The bridegroom in this case was a
man about forty years of age, who seemed, certainly,
never to have eaten the bread of idleness, for he
was all gristle and muscle; nor had he; he was a smith
living in Drumsna, and the reputed best shoer of horses
in the neighbourhood; and consequently was, as the
priest had said, able to maintain a family: in
fact, Denis had the reputation of hoarded wealth, for
it was said he had thirty or forty pounds in the Loan
Fund Office at Carrick-on-Shannon. He was a hard-working,
ill-favoured, saving man; but, as he was able to keep
a comfortable home over a wife, he had no difficulty
in getting one.
“Oh then it pleases me entirely,
because you are the boy that’s both able and
willing to pay your clergyman respectably as you should ”
“In course, your riverence,
though the likes of a poor boy like me hasn’t
much, I wouldn’t not be married dacently, Father
John; and in course I couldn’t expect yer riverence
to be doing it for nothing.”
“For nothing indeed! Where
would I be getting the coat on my back, and the roof
over my head? no, the poor themselves always
make out something for me; and you, Denis, that are
comfortable, would of course be sorry to set a bad
example to those that are not so.”
“Oh then, yer riverence is poking yer fun at
me.”
“No fun at all, Denis.
If you that have the money don’t pay your priest,
who is to, I’d like to know. Fun indeed!
no, but it’s good earnest I’m talking;
and if you have a character that you wish to support,
and to give your children after you, it’s now
you should be looking to it.”
Denis McGovery began twirling his
hat round in his hand, and bending his knees, as if
nonplussed.
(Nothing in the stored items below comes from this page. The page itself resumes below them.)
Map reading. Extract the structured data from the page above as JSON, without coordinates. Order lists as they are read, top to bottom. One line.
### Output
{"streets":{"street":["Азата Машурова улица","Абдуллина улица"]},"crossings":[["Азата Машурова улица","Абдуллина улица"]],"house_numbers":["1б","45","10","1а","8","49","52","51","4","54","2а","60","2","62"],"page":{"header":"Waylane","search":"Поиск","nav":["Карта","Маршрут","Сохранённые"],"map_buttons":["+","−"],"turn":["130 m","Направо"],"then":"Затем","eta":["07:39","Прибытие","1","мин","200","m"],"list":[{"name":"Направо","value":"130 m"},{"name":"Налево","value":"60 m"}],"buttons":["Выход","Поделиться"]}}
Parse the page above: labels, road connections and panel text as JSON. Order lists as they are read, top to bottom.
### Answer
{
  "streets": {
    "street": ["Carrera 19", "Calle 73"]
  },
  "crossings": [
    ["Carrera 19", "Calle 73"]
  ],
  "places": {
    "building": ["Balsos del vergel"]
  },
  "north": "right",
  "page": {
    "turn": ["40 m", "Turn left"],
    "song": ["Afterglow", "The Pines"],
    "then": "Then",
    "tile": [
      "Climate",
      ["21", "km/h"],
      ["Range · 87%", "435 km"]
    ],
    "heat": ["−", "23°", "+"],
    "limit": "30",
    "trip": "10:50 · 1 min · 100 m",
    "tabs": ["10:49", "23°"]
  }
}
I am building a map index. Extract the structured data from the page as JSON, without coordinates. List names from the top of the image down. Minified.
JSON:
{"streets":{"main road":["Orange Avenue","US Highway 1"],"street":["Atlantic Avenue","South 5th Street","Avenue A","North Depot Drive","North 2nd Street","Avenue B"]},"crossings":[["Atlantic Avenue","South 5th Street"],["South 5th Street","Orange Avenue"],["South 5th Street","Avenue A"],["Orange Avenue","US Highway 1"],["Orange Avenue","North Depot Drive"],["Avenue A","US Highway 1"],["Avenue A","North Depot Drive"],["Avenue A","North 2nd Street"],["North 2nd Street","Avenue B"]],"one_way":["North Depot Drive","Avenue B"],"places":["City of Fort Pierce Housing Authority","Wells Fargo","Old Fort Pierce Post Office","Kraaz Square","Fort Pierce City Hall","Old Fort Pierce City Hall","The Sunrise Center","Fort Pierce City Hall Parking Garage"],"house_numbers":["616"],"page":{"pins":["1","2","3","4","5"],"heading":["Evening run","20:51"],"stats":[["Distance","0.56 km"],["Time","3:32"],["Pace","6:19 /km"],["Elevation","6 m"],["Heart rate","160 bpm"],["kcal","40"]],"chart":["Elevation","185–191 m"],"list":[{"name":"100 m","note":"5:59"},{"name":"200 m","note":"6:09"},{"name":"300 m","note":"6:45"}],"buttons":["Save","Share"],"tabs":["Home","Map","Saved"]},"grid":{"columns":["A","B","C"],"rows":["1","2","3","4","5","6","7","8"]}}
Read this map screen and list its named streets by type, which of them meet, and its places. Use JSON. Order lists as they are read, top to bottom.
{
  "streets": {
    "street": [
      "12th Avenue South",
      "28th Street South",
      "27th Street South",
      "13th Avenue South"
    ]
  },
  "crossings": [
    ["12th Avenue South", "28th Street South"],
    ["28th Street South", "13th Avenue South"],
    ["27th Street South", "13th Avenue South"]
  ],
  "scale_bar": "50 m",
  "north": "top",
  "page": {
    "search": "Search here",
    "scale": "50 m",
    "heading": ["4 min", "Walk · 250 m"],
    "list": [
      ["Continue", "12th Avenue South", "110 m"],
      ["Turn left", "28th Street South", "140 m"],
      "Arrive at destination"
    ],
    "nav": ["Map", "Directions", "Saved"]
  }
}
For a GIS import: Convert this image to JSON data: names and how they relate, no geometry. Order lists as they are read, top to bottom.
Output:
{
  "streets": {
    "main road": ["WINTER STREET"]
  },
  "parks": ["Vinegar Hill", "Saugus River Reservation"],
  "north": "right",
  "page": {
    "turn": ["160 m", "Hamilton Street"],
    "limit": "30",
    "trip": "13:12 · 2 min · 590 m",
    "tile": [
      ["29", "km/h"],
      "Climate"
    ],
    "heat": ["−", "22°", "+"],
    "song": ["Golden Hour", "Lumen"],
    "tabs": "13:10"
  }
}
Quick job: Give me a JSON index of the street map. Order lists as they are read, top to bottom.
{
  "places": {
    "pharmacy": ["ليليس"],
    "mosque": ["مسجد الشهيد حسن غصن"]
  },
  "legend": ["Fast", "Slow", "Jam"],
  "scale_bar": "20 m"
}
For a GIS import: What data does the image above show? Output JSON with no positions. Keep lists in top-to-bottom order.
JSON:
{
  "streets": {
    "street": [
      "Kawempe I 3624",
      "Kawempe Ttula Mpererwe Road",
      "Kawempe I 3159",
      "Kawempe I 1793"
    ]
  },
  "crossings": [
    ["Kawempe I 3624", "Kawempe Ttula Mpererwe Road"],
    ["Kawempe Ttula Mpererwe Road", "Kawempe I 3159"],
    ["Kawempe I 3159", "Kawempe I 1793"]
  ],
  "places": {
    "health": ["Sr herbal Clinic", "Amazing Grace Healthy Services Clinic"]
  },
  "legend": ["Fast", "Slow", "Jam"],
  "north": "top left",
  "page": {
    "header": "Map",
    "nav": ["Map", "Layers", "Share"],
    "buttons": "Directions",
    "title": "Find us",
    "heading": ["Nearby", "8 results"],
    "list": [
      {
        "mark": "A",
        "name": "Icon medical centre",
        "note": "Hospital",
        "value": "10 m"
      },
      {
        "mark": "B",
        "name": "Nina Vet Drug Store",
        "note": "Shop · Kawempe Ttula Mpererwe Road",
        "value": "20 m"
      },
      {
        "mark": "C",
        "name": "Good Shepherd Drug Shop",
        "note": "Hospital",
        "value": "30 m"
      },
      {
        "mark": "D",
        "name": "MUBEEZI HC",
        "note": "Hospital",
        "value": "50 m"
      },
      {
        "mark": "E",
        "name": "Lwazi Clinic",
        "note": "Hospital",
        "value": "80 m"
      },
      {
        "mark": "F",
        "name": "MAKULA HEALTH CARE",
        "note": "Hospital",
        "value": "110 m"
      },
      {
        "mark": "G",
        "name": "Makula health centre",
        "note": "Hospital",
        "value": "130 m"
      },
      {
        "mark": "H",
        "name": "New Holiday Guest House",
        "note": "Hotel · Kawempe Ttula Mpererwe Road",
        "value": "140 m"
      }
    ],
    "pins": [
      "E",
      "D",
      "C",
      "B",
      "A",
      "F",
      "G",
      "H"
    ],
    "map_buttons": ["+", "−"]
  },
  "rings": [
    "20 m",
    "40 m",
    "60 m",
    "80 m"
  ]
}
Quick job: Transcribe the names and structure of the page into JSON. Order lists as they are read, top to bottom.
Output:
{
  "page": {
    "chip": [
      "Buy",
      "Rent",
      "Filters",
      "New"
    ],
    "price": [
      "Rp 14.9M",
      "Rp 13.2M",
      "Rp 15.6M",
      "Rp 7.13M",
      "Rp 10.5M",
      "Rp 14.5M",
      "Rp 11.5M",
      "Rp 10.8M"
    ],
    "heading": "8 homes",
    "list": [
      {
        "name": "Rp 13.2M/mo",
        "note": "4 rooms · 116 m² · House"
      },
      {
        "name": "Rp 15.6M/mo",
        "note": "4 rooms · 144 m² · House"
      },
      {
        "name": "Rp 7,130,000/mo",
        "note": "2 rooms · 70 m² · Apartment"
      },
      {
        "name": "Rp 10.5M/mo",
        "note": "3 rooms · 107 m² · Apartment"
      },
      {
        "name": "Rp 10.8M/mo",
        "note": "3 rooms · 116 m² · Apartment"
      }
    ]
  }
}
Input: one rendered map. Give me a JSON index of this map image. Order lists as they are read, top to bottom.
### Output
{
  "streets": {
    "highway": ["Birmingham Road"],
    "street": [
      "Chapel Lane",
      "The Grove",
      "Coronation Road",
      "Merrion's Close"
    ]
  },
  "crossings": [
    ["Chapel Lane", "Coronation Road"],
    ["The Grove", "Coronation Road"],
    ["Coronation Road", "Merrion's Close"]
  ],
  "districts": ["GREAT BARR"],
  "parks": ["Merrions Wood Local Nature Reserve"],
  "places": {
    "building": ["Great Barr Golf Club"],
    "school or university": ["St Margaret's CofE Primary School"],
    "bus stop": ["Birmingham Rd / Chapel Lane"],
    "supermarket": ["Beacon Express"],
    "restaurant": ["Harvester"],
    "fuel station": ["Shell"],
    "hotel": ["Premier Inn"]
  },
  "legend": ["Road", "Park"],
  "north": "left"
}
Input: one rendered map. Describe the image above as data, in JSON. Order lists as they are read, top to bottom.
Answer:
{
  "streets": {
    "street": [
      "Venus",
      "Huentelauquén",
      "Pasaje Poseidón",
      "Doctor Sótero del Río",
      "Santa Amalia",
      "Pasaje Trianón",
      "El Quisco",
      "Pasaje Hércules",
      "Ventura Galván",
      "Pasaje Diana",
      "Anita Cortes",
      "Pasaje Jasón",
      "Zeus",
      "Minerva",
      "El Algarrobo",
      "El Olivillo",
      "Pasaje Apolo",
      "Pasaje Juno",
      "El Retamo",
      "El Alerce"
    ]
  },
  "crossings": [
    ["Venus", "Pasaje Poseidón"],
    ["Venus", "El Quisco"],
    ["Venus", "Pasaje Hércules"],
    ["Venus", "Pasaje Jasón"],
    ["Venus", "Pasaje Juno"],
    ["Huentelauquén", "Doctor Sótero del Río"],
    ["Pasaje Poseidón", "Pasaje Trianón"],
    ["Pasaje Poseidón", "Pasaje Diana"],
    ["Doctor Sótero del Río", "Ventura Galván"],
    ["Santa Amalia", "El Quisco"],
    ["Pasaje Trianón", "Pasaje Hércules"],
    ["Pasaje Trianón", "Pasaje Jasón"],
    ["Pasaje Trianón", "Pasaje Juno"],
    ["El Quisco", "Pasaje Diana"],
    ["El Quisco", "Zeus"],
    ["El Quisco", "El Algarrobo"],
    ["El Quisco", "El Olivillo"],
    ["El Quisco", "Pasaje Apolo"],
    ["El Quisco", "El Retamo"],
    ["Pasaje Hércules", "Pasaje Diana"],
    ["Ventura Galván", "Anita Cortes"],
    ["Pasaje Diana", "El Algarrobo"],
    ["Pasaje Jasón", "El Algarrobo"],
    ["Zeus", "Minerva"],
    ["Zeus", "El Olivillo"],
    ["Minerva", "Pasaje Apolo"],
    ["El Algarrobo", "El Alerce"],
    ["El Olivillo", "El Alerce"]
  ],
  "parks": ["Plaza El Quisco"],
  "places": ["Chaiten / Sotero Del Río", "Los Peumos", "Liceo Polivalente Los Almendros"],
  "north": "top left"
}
He had known well enough, beforehand,
what the priest would say to him, and the priest too,
what answer he would get. The question in these
cases is, which would cajole the other the best, and
of course the priest would have the best of it.
This may seem odd to those who do not know the country;
but did he not do so, the Roman Catholic clergyman
could not get even the moderate remuneration which
he does receive for his laborious services.
“Oh, yer riverence,” continued
Denis, attempting a grim smile, “you know it’s
the young woman, or her friends, as always pays the
priest mostly.”
“And who is the young woman,
Denis; Betsy Cane, isn’t it?”
“No, Father John,” said
Denis, blushing almost black through his dark skin;
“it ain’t Betsy.”
“Not Betsy Cane! why she told
me three weeks ago you were to be married to her.”
“And so I was, yer riverence,
only ye see for a mistake as happened.”
“A mistake! Was it she made the mistake
or you?”
“Why it warn’t exactly herself thin as
did it; it war her mother.”
“Her mother made a mistake! What mistake
did her mother make?”
“Along of the cow, yer riverence.”
Denis seemed very slow of explaining, and Father John
began to be impatient.
“What cow, Denis? How did
the mother’s making a mistake about the cow
prevent your marrying her daughter?”
“Why, yer riverence, then, if
you’ll let me, I’ll jist explain the matter.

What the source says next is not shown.